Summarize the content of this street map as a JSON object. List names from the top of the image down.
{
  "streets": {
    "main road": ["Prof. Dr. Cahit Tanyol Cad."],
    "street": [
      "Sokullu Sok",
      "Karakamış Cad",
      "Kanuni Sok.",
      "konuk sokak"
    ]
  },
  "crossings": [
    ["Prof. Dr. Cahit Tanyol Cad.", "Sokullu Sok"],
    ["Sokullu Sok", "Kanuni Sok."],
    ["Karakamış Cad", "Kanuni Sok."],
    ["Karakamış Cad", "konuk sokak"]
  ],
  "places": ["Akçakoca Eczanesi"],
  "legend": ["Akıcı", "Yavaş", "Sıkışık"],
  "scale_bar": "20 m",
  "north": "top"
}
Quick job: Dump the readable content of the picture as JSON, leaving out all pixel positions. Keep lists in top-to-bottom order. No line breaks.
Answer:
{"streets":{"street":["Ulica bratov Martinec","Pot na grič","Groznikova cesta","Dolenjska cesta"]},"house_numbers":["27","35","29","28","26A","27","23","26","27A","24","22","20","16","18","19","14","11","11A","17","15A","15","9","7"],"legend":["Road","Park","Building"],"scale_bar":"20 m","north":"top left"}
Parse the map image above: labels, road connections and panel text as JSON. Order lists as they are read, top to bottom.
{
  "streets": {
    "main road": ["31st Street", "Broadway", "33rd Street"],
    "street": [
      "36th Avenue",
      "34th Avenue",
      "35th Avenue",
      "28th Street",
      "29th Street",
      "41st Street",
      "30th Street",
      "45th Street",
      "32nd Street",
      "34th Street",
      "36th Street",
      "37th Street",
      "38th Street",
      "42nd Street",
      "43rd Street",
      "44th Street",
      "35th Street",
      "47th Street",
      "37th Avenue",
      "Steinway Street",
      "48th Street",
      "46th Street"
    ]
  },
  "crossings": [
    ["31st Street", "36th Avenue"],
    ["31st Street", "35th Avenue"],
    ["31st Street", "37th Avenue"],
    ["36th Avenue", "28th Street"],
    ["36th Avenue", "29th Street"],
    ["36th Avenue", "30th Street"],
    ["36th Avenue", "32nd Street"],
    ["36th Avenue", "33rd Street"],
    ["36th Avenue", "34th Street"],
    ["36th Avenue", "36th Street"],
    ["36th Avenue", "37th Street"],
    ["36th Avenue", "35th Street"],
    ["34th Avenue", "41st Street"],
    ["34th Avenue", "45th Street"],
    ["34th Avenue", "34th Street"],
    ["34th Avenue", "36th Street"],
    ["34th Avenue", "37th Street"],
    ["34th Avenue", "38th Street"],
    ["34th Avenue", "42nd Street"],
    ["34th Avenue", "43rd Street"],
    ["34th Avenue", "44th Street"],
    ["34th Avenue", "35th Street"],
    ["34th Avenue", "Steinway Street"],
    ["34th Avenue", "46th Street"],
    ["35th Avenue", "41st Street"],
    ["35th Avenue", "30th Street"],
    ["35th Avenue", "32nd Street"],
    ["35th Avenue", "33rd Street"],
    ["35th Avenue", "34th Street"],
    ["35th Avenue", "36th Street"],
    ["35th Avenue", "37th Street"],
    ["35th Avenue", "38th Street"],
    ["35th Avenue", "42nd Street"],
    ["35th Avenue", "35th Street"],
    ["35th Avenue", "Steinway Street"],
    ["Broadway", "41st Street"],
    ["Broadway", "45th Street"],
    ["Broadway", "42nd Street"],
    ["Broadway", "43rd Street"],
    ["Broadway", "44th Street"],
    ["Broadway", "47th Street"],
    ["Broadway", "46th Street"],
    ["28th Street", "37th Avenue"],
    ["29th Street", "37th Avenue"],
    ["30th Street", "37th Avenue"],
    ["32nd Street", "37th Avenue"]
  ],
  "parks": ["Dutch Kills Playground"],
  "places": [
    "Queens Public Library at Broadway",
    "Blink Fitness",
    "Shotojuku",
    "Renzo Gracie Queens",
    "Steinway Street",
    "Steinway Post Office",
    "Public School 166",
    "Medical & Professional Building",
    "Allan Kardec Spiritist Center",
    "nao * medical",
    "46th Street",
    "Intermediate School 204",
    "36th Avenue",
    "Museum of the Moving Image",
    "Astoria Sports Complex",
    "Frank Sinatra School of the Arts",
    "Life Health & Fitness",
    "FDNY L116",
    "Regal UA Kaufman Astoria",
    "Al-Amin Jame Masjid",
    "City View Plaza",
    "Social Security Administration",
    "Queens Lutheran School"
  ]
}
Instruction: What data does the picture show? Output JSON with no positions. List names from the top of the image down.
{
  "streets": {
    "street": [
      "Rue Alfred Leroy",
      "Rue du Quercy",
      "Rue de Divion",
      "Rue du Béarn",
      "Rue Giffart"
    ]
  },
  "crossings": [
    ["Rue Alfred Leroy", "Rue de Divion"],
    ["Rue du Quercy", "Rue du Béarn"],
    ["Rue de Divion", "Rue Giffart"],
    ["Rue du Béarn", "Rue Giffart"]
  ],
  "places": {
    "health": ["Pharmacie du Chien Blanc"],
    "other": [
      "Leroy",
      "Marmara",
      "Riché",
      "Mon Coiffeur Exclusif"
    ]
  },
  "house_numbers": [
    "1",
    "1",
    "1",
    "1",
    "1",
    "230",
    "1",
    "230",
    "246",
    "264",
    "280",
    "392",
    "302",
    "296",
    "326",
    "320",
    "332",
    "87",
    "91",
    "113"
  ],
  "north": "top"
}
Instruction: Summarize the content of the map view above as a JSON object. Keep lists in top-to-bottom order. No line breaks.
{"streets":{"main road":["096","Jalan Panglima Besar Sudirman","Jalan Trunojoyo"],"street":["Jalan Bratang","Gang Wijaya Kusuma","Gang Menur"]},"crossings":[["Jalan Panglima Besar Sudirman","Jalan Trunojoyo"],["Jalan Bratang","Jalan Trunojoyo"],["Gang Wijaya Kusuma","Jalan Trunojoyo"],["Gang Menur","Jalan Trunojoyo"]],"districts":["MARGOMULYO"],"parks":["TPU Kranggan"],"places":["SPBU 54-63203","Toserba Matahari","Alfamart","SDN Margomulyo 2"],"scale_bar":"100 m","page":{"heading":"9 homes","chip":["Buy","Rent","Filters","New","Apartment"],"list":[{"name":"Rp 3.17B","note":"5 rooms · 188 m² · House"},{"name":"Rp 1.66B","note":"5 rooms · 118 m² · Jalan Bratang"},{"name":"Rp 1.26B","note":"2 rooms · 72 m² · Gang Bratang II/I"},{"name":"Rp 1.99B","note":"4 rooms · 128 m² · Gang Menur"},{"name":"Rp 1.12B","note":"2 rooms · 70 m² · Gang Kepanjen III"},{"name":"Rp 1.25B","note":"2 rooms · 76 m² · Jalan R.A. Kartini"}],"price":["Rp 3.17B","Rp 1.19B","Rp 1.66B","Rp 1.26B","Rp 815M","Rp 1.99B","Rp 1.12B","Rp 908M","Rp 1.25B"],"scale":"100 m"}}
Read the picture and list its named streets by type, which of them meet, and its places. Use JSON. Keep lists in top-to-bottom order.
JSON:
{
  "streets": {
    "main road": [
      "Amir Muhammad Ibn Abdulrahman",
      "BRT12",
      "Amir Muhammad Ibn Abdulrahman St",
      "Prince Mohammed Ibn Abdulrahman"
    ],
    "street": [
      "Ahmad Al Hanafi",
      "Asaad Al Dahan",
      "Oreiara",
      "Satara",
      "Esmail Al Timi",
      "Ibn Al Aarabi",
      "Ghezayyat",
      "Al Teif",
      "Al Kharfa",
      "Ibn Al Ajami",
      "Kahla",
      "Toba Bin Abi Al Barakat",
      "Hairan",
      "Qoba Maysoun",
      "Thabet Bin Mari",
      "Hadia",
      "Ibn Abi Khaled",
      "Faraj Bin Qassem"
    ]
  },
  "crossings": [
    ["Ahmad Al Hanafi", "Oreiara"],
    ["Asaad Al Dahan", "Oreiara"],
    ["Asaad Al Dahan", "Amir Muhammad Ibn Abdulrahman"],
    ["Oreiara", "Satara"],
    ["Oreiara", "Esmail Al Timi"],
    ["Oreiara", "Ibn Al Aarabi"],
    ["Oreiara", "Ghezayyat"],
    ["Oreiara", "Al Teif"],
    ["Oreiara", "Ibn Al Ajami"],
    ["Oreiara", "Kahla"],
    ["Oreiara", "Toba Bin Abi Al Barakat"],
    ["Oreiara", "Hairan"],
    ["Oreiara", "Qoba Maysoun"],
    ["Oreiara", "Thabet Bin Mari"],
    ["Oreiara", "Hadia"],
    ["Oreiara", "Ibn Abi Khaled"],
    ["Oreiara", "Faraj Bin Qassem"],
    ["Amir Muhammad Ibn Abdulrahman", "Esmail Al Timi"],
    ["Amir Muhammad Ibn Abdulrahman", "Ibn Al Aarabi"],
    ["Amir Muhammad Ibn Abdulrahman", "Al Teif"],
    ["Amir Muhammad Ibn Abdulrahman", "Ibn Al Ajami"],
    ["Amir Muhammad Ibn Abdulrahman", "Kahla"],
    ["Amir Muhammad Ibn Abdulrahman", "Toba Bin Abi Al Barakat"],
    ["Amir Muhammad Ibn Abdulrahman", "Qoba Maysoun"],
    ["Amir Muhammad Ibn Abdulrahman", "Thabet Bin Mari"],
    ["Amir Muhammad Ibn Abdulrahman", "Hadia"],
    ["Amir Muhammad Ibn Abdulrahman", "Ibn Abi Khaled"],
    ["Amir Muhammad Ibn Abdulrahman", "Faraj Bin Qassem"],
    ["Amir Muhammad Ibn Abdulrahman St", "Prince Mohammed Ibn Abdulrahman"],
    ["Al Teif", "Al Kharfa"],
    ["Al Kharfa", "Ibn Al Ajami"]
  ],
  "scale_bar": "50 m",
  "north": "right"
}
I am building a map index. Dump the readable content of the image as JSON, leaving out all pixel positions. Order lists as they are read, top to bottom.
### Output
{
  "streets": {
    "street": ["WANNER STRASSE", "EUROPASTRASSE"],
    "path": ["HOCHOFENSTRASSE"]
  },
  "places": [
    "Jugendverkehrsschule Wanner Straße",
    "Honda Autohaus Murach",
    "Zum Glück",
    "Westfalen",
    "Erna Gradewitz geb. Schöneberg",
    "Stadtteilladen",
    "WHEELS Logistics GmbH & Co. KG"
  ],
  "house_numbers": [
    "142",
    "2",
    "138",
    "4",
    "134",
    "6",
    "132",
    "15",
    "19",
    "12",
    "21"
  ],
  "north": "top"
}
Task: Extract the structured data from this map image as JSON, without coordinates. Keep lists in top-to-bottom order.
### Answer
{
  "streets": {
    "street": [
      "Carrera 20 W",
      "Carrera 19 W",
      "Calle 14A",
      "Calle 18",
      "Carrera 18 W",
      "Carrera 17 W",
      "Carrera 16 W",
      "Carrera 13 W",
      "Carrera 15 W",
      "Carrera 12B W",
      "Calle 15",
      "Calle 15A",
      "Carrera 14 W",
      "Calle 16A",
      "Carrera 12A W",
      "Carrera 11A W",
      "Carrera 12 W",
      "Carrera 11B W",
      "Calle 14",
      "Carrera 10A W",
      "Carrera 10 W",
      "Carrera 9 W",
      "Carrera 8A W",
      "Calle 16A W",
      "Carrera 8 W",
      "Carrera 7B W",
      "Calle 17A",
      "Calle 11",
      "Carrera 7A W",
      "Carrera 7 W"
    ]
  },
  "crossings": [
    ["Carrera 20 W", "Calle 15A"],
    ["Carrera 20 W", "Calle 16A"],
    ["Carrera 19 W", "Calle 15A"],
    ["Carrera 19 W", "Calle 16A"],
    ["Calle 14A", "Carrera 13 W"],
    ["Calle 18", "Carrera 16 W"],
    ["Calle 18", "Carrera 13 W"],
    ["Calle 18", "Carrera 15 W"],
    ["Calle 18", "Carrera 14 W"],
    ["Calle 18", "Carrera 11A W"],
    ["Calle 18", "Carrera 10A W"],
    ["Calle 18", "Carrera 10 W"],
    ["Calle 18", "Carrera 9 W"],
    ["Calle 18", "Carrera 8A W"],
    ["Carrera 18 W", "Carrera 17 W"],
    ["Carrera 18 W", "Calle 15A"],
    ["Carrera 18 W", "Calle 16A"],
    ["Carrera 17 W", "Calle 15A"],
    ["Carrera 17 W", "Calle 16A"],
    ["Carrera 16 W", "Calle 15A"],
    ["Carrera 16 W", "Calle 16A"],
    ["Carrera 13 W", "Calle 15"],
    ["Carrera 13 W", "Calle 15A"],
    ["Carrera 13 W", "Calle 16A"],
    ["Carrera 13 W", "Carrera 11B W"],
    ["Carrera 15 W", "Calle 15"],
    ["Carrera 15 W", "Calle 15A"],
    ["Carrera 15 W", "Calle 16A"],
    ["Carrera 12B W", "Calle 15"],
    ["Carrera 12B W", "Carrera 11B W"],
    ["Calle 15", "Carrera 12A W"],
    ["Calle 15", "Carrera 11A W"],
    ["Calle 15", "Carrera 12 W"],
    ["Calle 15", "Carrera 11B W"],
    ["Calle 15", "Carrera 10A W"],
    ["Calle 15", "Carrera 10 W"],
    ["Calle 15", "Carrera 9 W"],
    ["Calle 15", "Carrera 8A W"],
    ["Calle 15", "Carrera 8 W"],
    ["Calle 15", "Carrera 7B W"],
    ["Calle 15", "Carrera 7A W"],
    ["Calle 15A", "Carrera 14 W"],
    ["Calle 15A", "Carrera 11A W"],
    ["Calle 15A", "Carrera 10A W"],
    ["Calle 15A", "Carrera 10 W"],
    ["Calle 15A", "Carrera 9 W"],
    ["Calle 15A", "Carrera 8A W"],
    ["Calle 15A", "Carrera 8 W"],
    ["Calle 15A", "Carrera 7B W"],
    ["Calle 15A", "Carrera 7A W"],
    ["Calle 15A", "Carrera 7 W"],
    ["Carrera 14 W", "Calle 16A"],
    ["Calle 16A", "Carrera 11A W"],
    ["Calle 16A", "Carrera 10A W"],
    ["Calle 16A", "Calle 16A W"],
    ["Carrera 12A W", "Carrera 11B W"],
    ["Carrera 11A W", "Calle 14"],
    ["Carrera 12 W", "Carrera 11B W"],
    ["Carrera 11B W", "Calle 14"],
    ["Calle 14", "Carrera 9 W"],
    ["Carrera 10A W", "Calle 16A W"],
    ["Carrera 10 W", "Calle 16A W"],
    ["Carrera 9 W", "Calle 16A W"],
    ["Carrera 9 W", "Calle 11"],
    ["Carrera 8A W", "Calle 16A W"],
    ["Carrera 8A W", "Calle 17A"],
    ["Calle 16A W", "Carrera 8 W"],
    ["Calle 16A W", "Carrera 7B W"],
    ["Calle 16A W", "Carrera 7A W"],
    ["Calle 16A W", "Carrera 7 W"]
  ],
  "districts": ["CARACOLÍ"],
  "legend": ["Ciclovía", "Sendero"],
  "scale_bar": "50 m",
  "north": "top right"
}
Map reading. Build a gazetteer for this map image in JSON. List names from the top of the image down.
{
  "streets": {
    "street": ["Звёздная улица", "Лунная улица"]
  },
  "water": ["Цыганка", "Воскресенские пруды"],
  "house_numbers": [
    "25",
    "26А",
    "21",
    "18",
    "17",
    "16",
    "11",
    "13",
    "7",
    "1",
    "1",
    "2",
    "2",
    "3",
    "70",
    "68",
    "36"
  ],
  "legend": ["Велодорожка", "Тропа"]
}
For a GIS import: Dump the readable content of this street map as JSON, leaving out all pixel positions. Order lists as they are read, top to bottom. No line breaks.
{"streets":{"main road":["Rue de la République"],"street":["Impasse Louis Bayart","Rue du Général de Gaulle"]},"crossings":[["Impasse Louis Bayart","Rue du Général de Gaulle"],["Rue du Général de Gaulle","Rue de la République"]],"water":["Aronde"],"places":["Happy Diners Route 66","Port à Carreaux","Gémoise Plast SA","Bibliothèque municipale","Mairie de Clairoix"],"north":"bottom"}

--------------------------------

◆ **Task description**
I'd like every line with the string "Asaad" copied from the listing.

◆ **Expected answer**
      "Asaad Al Dahan",
    ["Asaad Al Dahan", "Oreiara"],
    ["Asaad Al Dahan", "Amir Muhammad Ibn Abdulrahman"],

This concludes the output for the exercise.